RECORDS PROVIDED
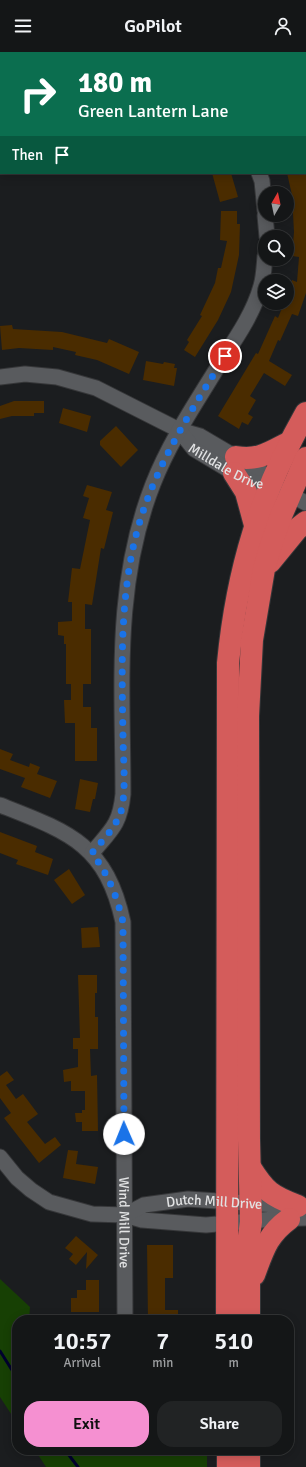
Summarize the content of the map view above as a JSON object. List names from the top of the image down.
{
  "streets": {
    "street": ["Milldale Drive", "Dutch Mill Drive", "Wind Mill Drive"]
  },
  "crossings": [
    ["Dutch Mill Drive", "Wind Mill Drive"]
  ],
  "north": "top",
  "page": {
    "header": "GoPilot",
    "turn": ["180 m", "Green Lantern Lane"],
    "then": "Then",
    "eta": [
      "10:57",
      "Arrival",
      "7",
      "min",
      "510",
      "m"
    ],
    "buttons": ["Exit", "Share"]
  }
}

EXERCISE
Would you output the data exactly, without any of its images?

SOLUTION TO THIS TASK
Summarize the content of the map view above as a JSON object. List names from the top of the image down.
{
  "streets": {
    "street": ["Milldale Drive", "Dutch Mill Drive", "Wind Mill Drive"]
  },
  "crossings": [
    ["Dutch Mill Drive", "Wind Mill Drive"]
  ],
  "north": "top",
  "page": {
    "header": "GoPilot",
    "turn": ["180 m", "Green Lantern Lane"],
    "then": "Then",
    "eta": [
      "10:57",
      "Arrival",
      "7",
      "min",
      "510",
      "m"
    ],
    "buttons": ["Exit", "Share"]
  }
}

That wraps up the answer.